:: Given records ::

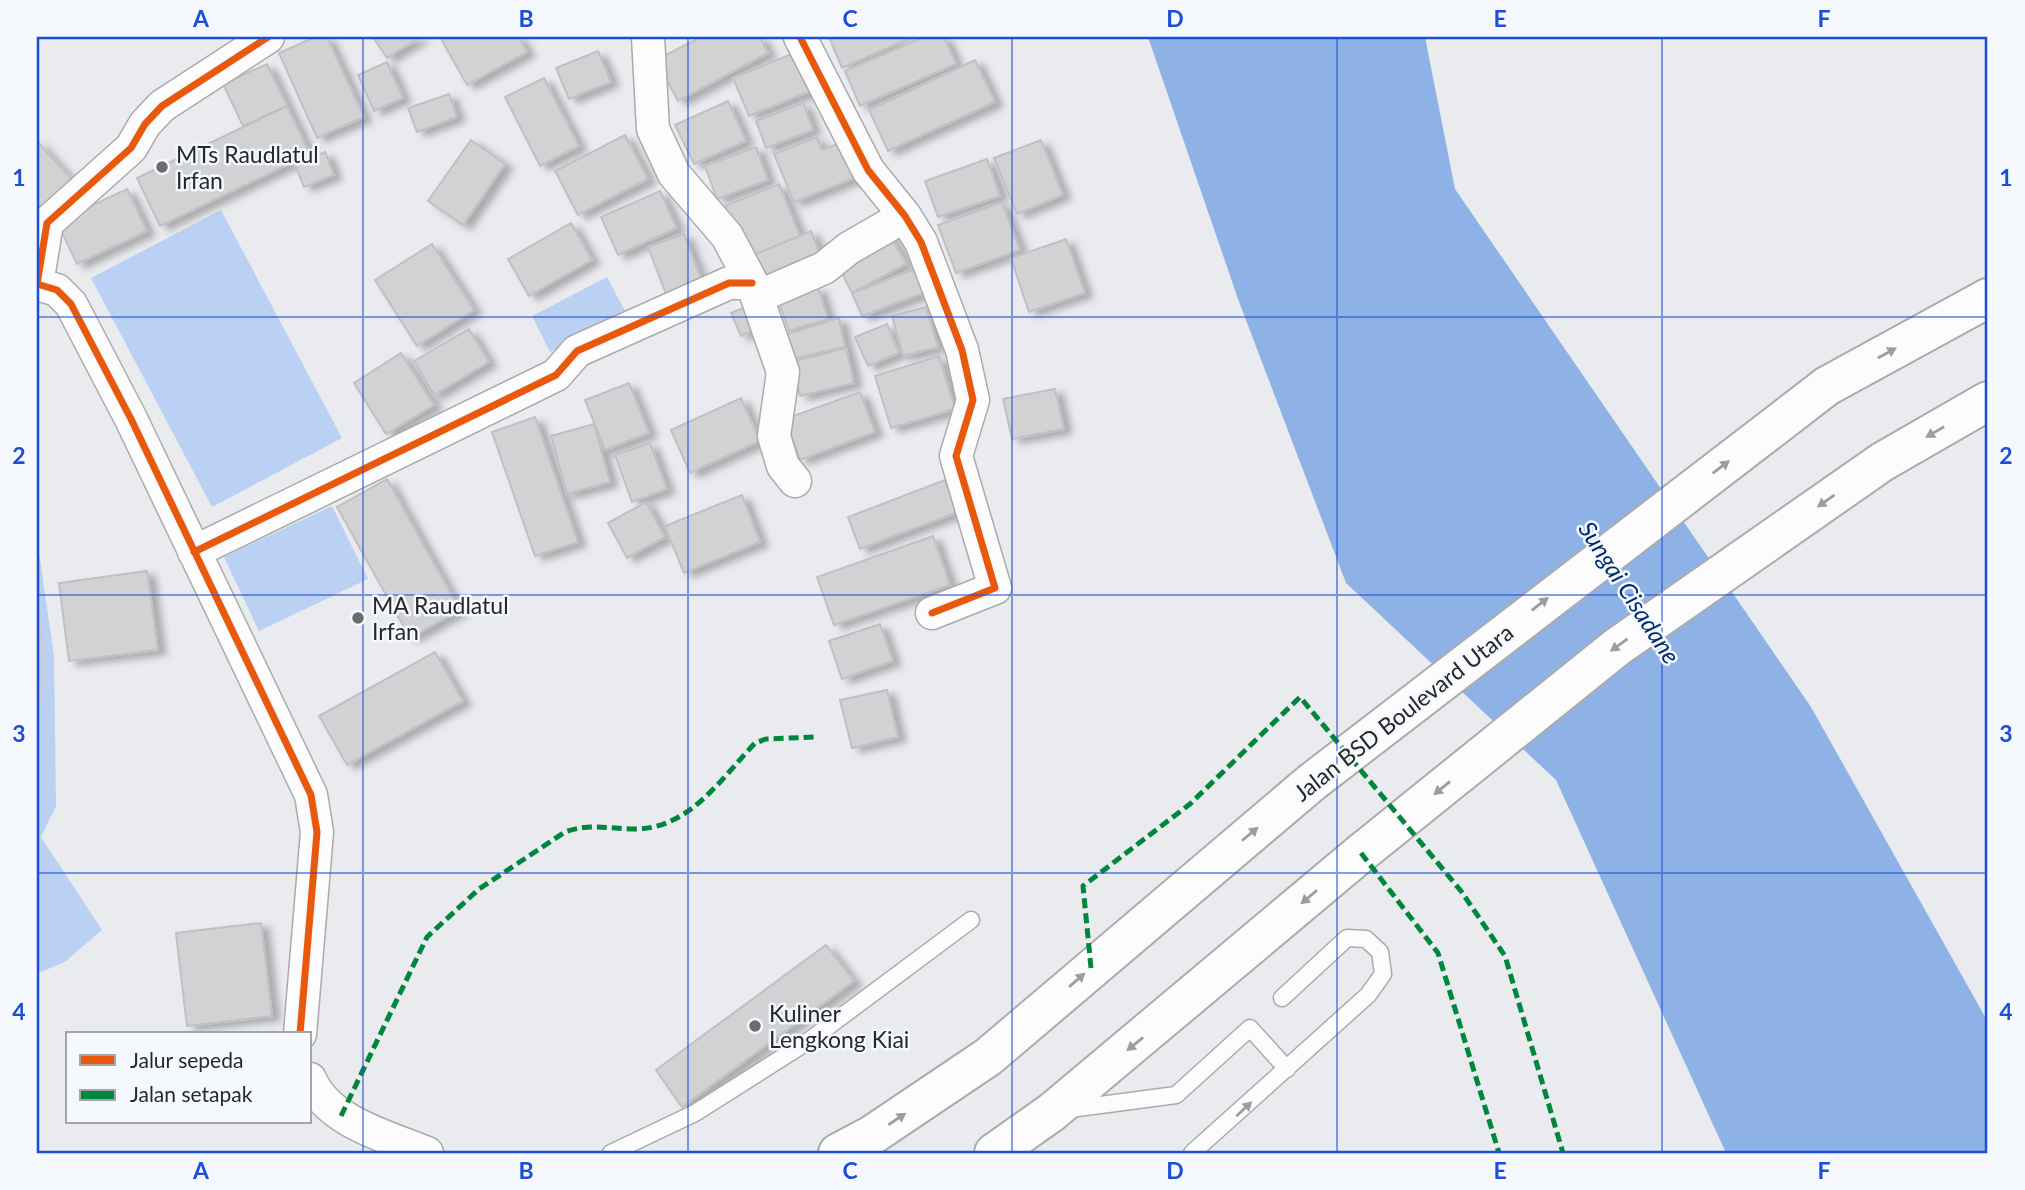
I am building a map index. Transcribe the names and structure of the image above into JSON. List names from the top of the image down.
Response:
{
  "streets": {
    "main road": ["Jalan BSD Boulevard Utara"]
  },
  "water": ["Sungai Cisadane"],
  "places": ["MTs Raudlatul Irfan", "MA Raudlatul Irfan", "Kuliner Lengkong Kiai"],
  "legend": ["Jalur sepeda", "Jalan setapak"],
  "grid": {
    "columns": [
      "A",
      "B",
      "C",
      "D",
      "E",
      "F"
    ],
    "rows": [
      "1",
      "2",
      "3",
      "4"
    ]
  }
}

:::

## Aim of the exercise
If a record holds a picture, leave the picture out and copy everything else exactly.

## Exercise response
I am building a map index. Transcribe the names and structure of the image above into JSON. List names from the top of the image down.
Response:
{
  "streets": {
    "main road": ["Jalan BSD Boulevard Utara"]
  },
  "water": ["Sungai Cisadane"],
  "places": ["MTs Raudlatul Irfan", "MA Raudlatul Irfan", "Kuliner Lengkong Kiai"],
  "legend": ["Jalur sepeda", "Jalan setapak"],
  "grid": {
    "columns": [
      "A",
      "B",
      "C",
      "D",
      "E",
      "F"
    ],
    "rows": [
      "1",
      "2",
      "3",
      "4"
    ]
  }
}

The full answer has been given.